With current ACL implementation first field in the rule definition
has always to be one byte long. Though for optimising classify
implementation it might be useful to do 4B reads
(as we do for rest of the fields).
So at build phase, check user provided field definitions to determine
is it safe to do 4B loads for first ACL field.
Then at run-time this information can be used to choose classify
behavior.

Signed-off-by: Konstantin Ananyev <konstantin.ananyev@intel.com>
---
 lib/librte_acl/acl.h               |  1 +
 lib/librte_acl/acl_bld.c           | 34 ++++++++++++++++++++++++++++++
 lib/librte_acl/acl_run_avx512.c    |  2 ++
 lib/librte_acl/acl_run_avx512x16.h |  8 +++----
 lib/librte_acl/acl_run_avx512x8.h  |  8 +++----
 lib/librte_acl/rte_acl.c           |  1 +
 6 files changed, 46 insertions(+), 8 deletions(-)

diff --git a/lib/librte_acl/acl.h b/lib/librte_acl/acl.h
index 7ac0d12f08..4089ab2a04 100644
--- a/lib/librte_acl/acl.h
+++ b/lib/librte_acl/acl.h
@@ -169,6 +169,7 @@ struct rte_acl_ctx {
 	int32_t             socket_id;
 	/** Socket ID to allocate memory from. */
 	enum rte_acl_classify_alg alg;
+	uint32_t           first_load_sz;
 	void               *rules;
 	uint32_t            max_rules;
 	uint32_t            rule_sz;
diff --git a/lib/librte_acl/acl_bld.c b/lib/librte_acl/acl_bld.c
index d1f920b09c..da10864cd8 100644
--- a/lib/librte_acl/acl_bld.c
+++ b/lib/librte_acl/acl_bld.c
@@ -1581,6 +1581,37 @@ acl_check_bld_param(struct rte_acl_ctx *ctx, const struct rte_acl_config *cfg)
 	return 0;
 }
 
+/*
+ * With current ACL implementation first field in the rule definition
+ * has always to be one byte long.

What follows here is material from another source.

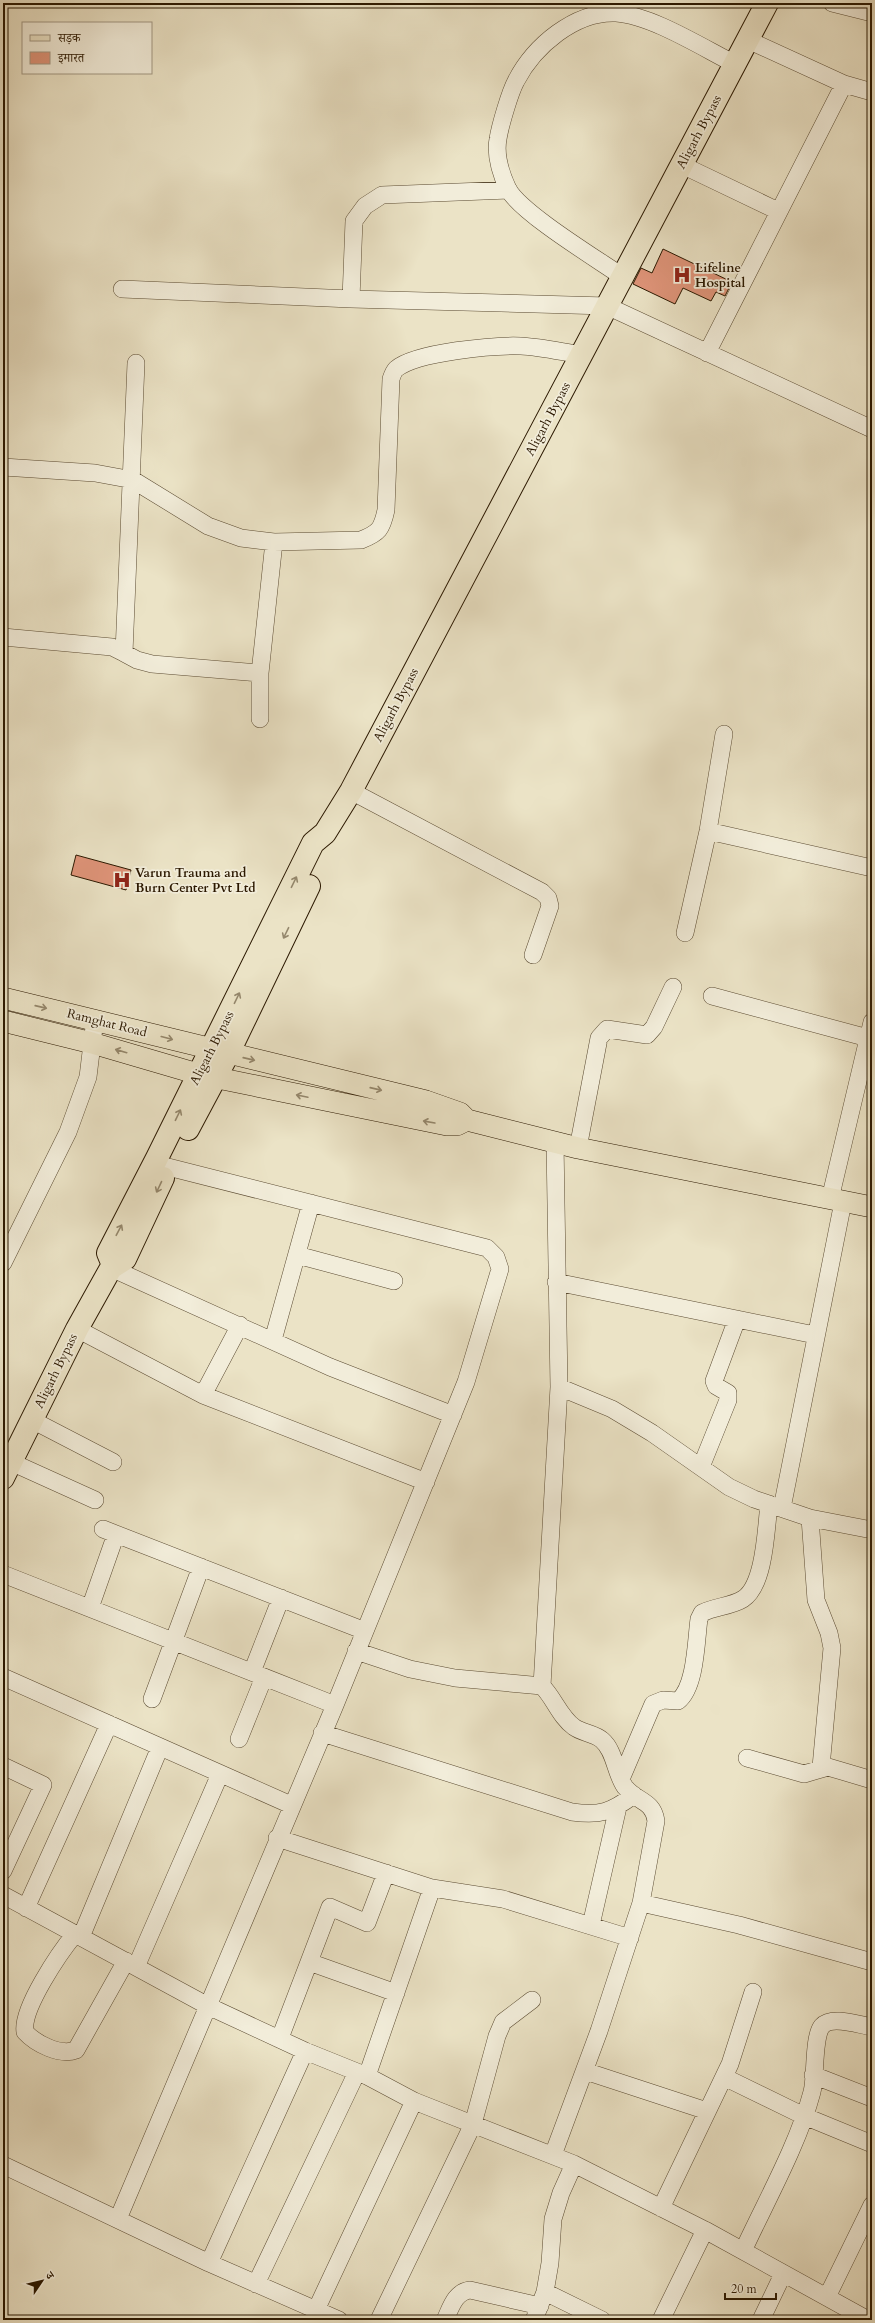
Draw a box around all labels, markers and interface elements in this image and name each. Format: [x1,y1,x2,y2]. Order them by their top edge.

Though for optimising *classify*
+ * implementation it might be useful to be able to use 4B reads
+ * (as we do for rest of the fields).
+ * This function checks input config to determine is it safe to do 4B
+ * loads for first ACL field. For that we need to make sure that
+ * first field in our rule definition doesn't have the biggest offset,
+ * i.e. we still do have other fields located after the first one.
+ * Contrary if first field has the largest offset, then it means
+ * first field can occupy the very last byte in the input data buffer,
+ * and we have to do single byte load for it.
+ */
+static uint32_t
+get_first_load_size(const struct rte_acl_config *cfg)
+{
+	uint32_t i, max_ofs, ofs;
+
+	ofs = 0;
+	max_ofs = 0;
+
+	for (i = 0; i != cfg->num_fields; i++) {
+		if (cfg->defs[i].field_index == 0)
+			ofs = cfg->defs[i].offset;
+		else if (max_ofs < cfg->defs[i].offset)
+			max_ofs = cfg->defs[i].offset;
+	}
+
+	return (ofs < max_ofs) ? sizeof(uint32_t) : sizeof(uint8_t);
+}
+
 int
 rte_acl_build(struct rte_acl_ctx *ctx, const struct rte_acl_config *cfg)
 {
@@ -1618,6 +1649,9 @@ rte_acl_build(struct rte_acl_ctx *ctx, const struct rte_acl_config *cfg)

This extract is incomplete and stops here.